Well, I'm using the phrase "bit-shift" a bit loosely, here... but the idea remains the same: that for every *data* bit, there's actually four possible outcomes due to the bit-wise misalignment of sectors.

I wrote a thing on it, but it's a draft and I haven't the energy now to revise it... but here's an example:

Note the highlighted bit-patterns *don't* match. But they do, if you consider what I'm (poorly) calling "quarter-bit shift".

Briefly: the "?" pattern is the MFM-bit-pattern I *presume* to have been read from the floppy-disk (It's not possible to *see* the actual MFM bit-pattern; the floppy-disk-controller returns the *data bytes* it decoded from the MFM-pattern it saw passing under the head). It's the MFM-re-encoding of the data-bytes read by the floppy-controller.

But there are some key factors... The floppy-controller reads two MFM bits for every data-bit *that it returns*. So, e.g. if the floppy-disk-controller returned the byte 0x01, then there are certain things we do *know* about the MFM-bit-pattern it saw... We know, with some amount of certainty, that the very last two of the 16 MFM-bits must've been '01'. So, those two bits get 1's in the mask. And data-bits that are Zero have two representations in MFM, either '00' or '10'. So, we know, with some amount of certainty, that for every data-bit that the floppy-disk-controller returned as '0', it must've seen either of those two MFM-bit-patterns. So, I throw '01' in the mask, to indicate that the first MFM-bit is questionable, could be either 0 or 1, but the second bit is "known" to be 0.

Thus, in the highlighted example, the two patterns actually very-well could be the same, on-disk, despite the fact they differ in encoding.

And, that's a bit more confusing by the fact that in reality, the matching-pattern, if decoded from MFM clearly ends with a bit-value of 1 (the pattern ends in '01') while the pattern I'm searching for (0x4e) ends with a bit-value of 0 (the pattern ends with 'x0').

But, again, it's not that we're debating what the disk-controller reported. In fact, we're working *within* what the disk-controller reported... It clearly said the last databit it detected (MFM-encoded as the last two bits in that string) is '0' (originally-presumed to have been stored as '10' in MFM). When, in fact, it may very well have been that it detected an MFM-pattern corresponding to the data-bit value of '0', but that it read that '0'-bit from two consecutive encodings of two entirely different actual bits as stored-on-disk. WHEW.

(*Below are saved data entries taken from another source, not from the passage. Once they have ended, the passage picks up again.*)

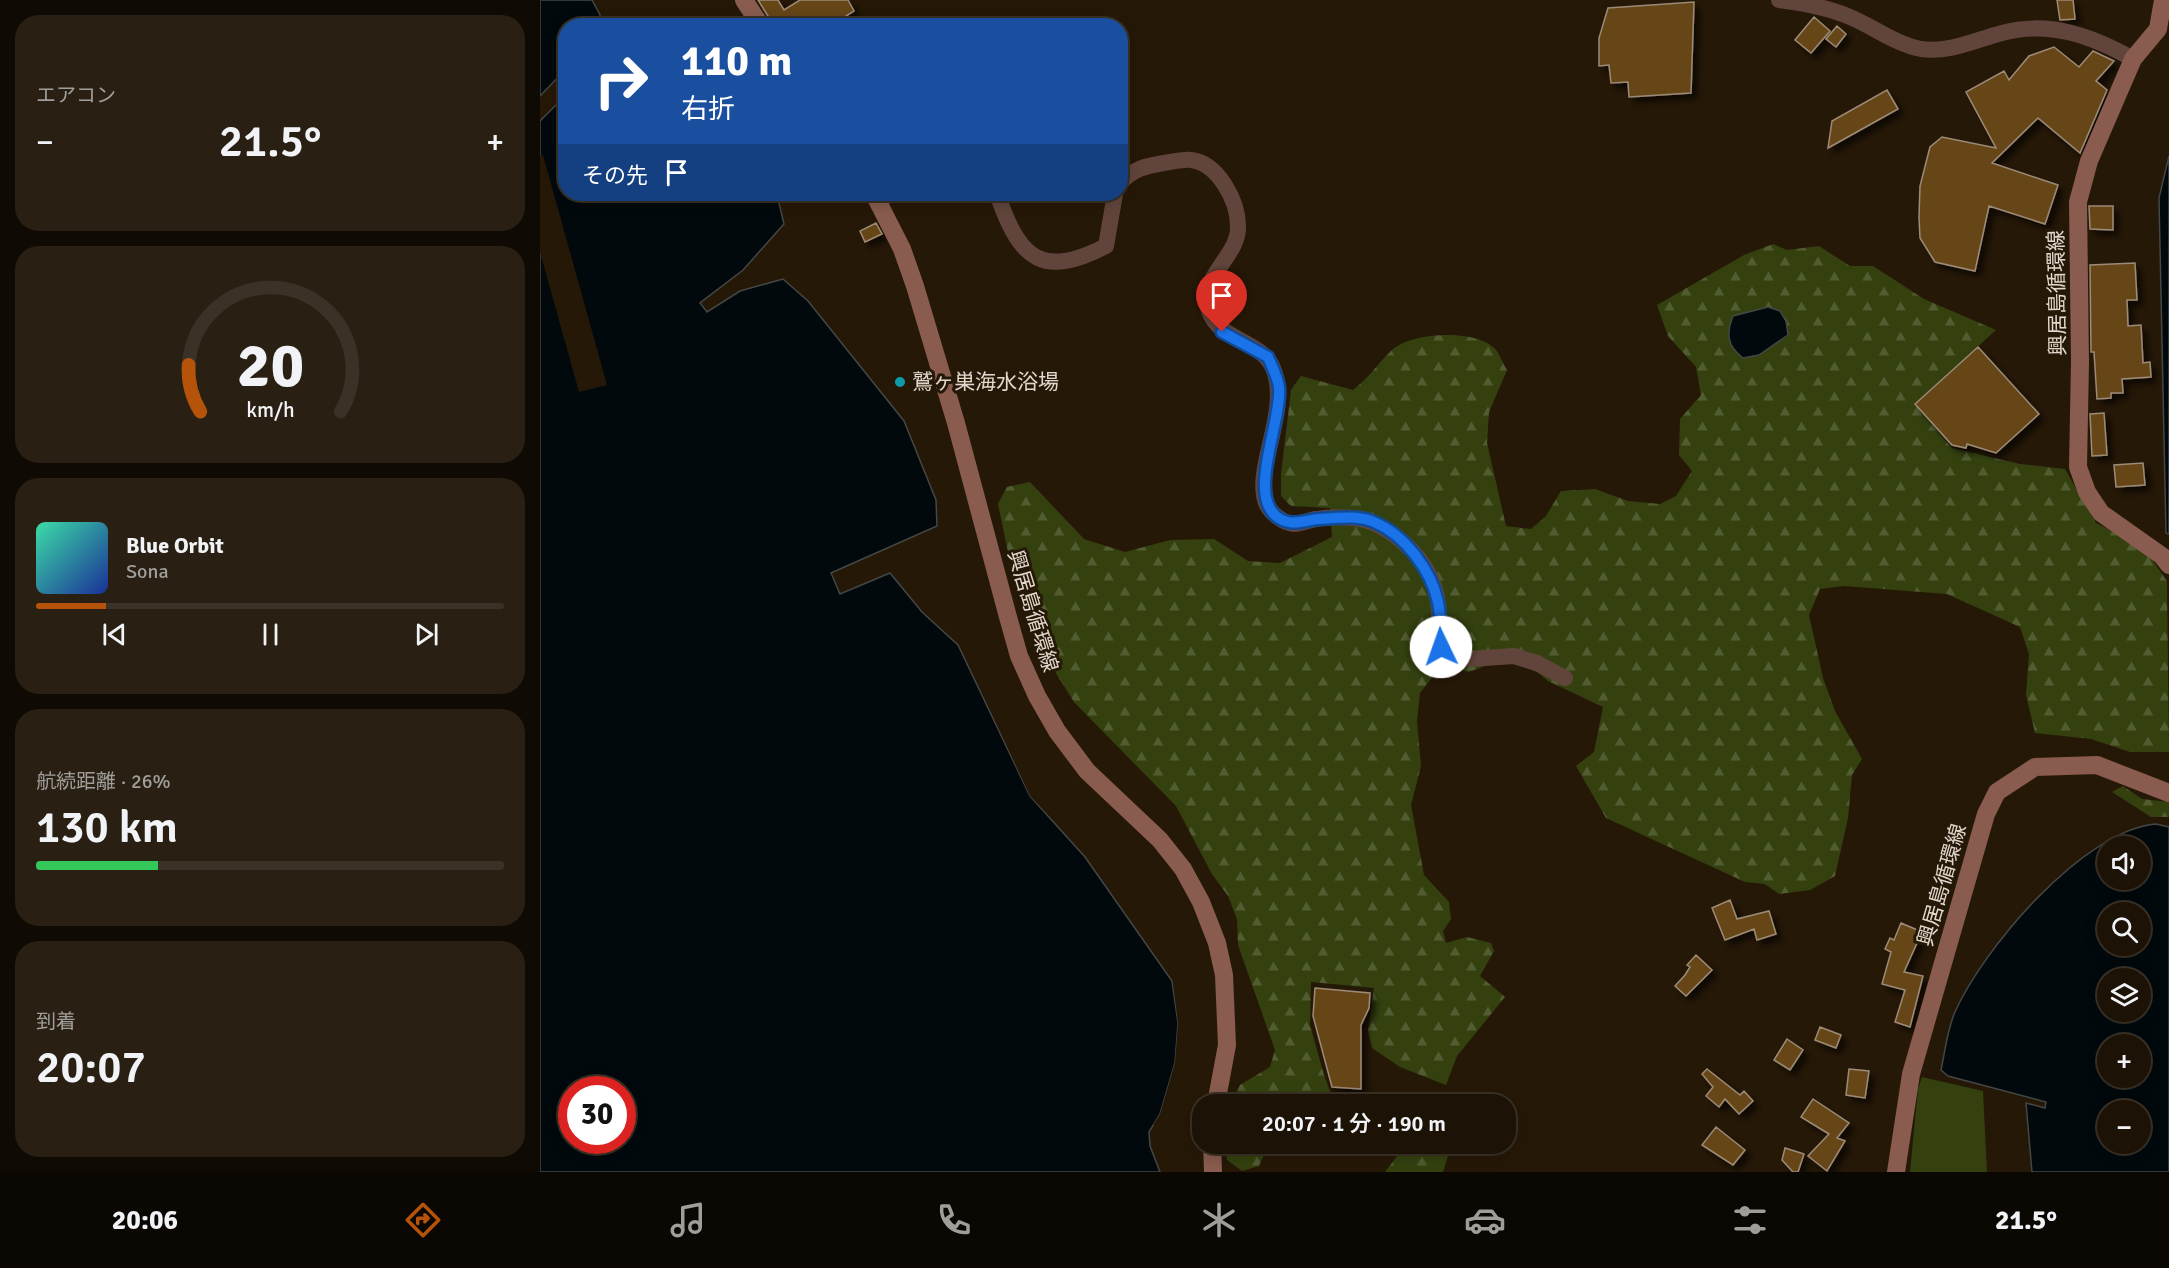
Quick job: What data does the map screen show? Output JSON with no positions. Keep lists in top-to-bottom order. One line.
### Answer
{"streets":{"main road":["興居島循環線"]},"places":["鷲ヶ巣海水浴場"],"page":{"tile":["エアコン",["航続距離 · 26%","130 km"],["到着","20:07"]],"turn":["110 m","右折"],"heat":["−","21.5°","+"],"then":"その先","song":["Blue Orbit","Sona"],"map_buttons":["+","−"],"limit":"30","trip":"20:07 · 1 分 · 190 m","tabs":["20:06","21.5°"],"gauge":["20","km/h"]}}
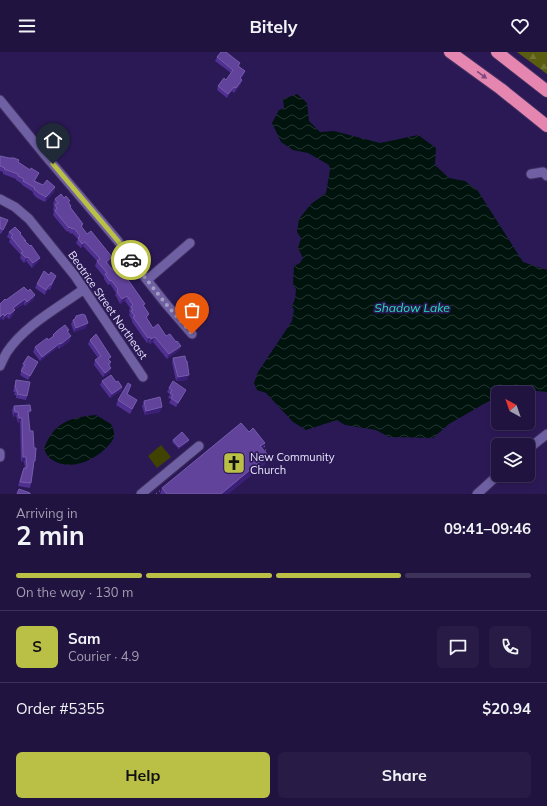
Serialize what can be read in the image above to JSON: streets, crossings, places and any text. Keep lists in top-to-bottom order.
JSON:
{
  "streets": {
    "street": ["Beatrice Street Northeast"]
  },
  "water": ["Shadow Lake"],
  "places": {
    "church": ["New Community Church"]
  },
  "north": "top left",
  "page": {
    "header": "Bitely",
    "heading": ["2 min", "Arriving in", "09:41–09:46"],
    "panel": [
      "Sam",
      "Courier · 4.9",
      "Order #5355",
      "$20.94"
    ],
    "bar": "On the way · 130 m",
    "round": "S",
    "buttons": ["Help", "Share"]
  }
}
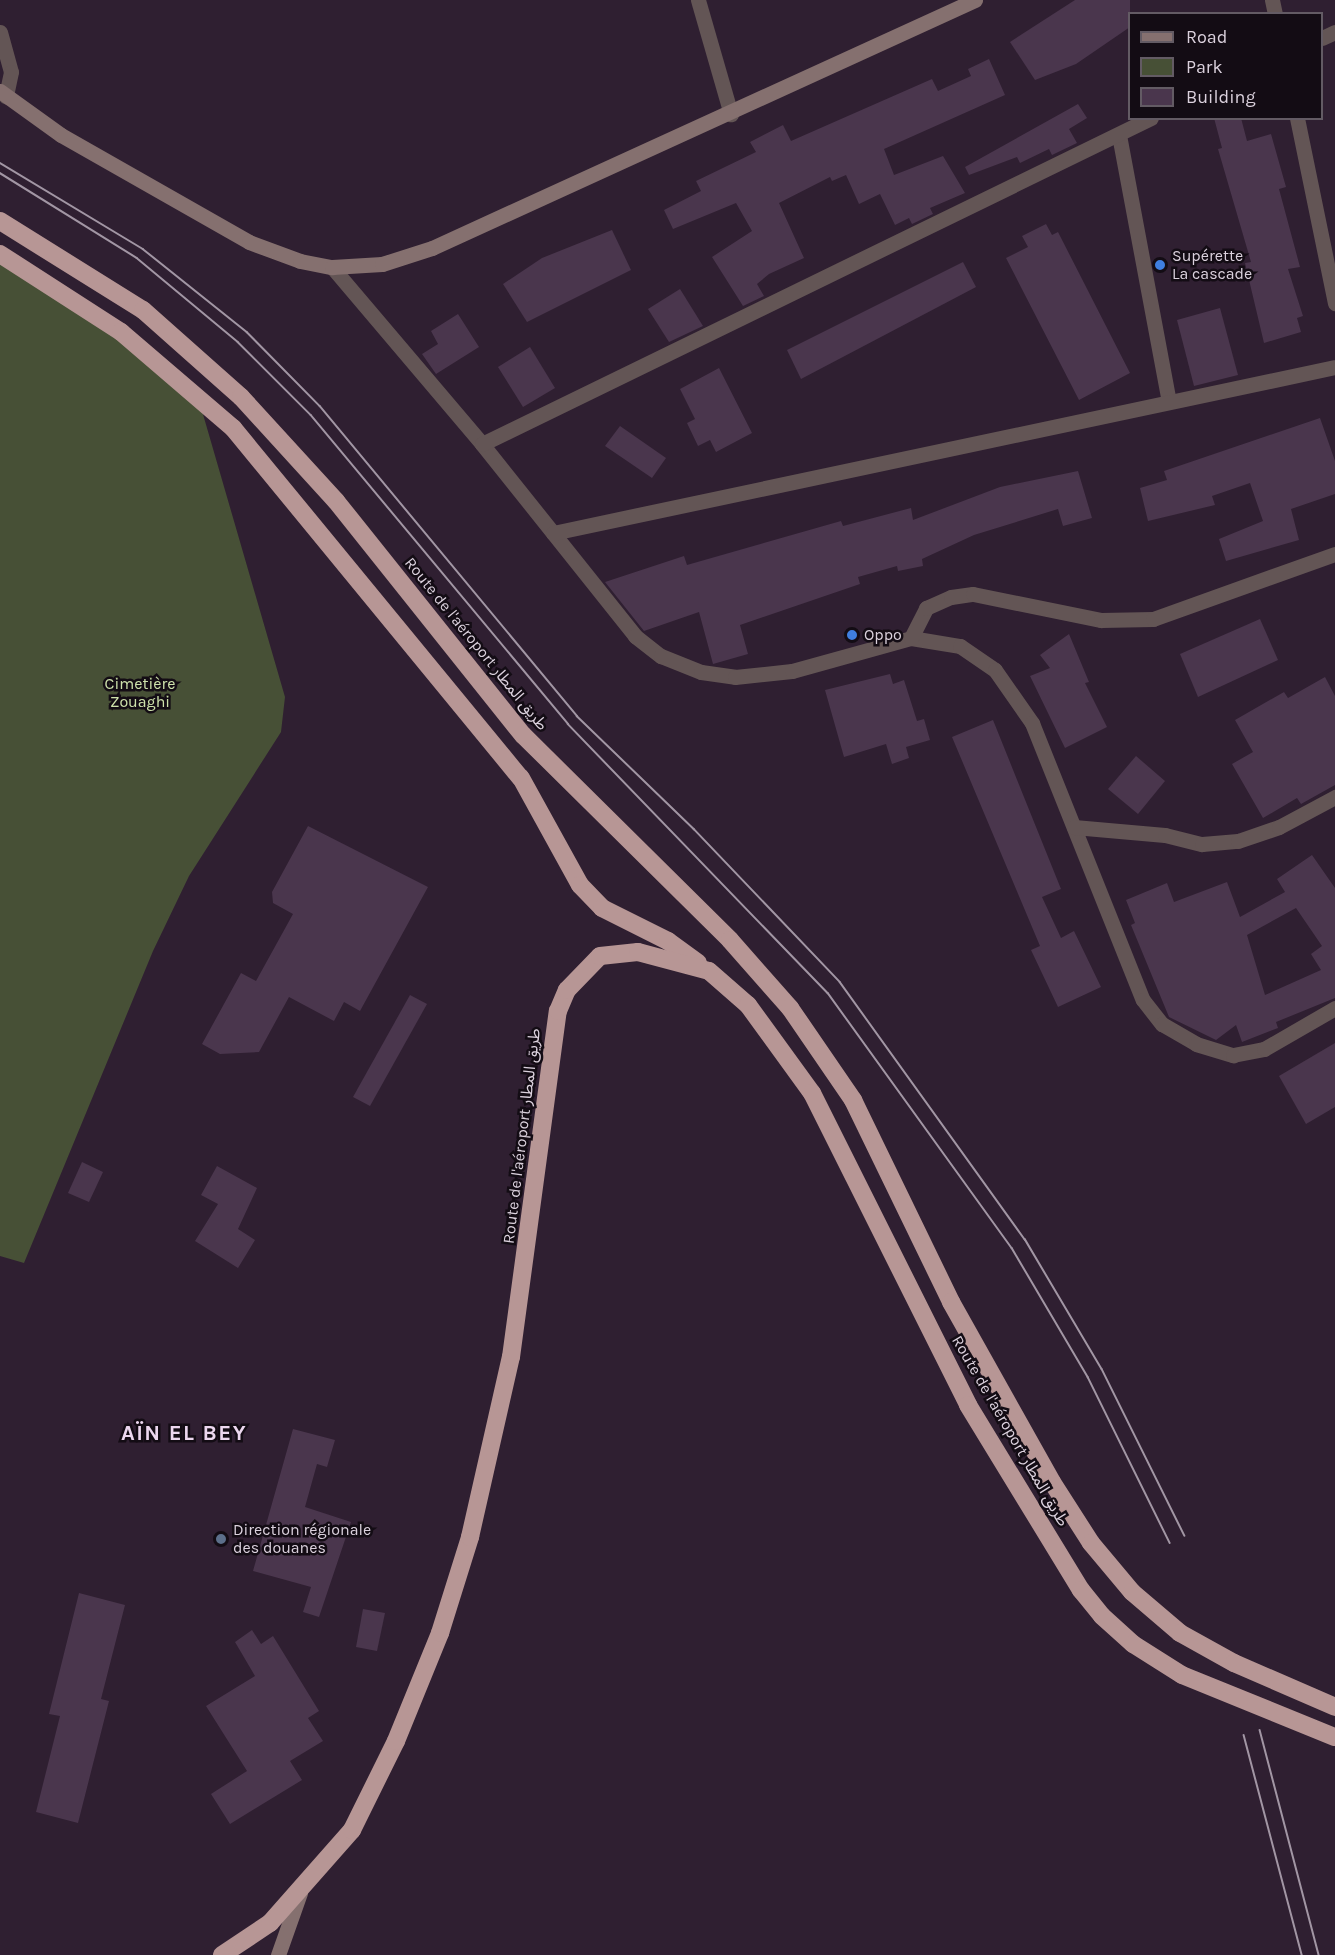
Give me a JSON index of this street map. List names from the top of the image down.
{
  "streets": {
    "highway": ["Route de l'aéroport طريق المطار"]
  },
  "districts": ["AÏN EL BEY"],
  "parks": ["Cimetière Zouaghi"],
  "places": ["Supérette La cascade", "Oppo", "Direction régionale des douanes"],
  "legend": ["Road", "Park", "Building"]
}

Thus... I've just added this "mask" feature... and we'll see where it goes. It should *only* apply to half-bit-shifts. Though, also, there's a "missing clock" in certain bit-strings (between sectors) that would present itself similarly, so I think I can reuse this mask feature for those, as well.

Kinda surprising I had such good luck with the last go-round; managing to extract all but 8 of the (originally hundreds of) missing sectors.

I think the key-factor is that I requested a *really long* sector-size that allowed the disk to spin around multiple times. Thus, when the bit-shift of a particular sector was off, in the first cycle, by say a half-bit, it might be off by a full-bit by the next rotation, and be easier to detect.

So, here's hoping when I get this "quarter-bit-shift" thing functioning properly, hopefully soon, that it gets me the remaining sectors and I can finally put this project (and my mind) to rest.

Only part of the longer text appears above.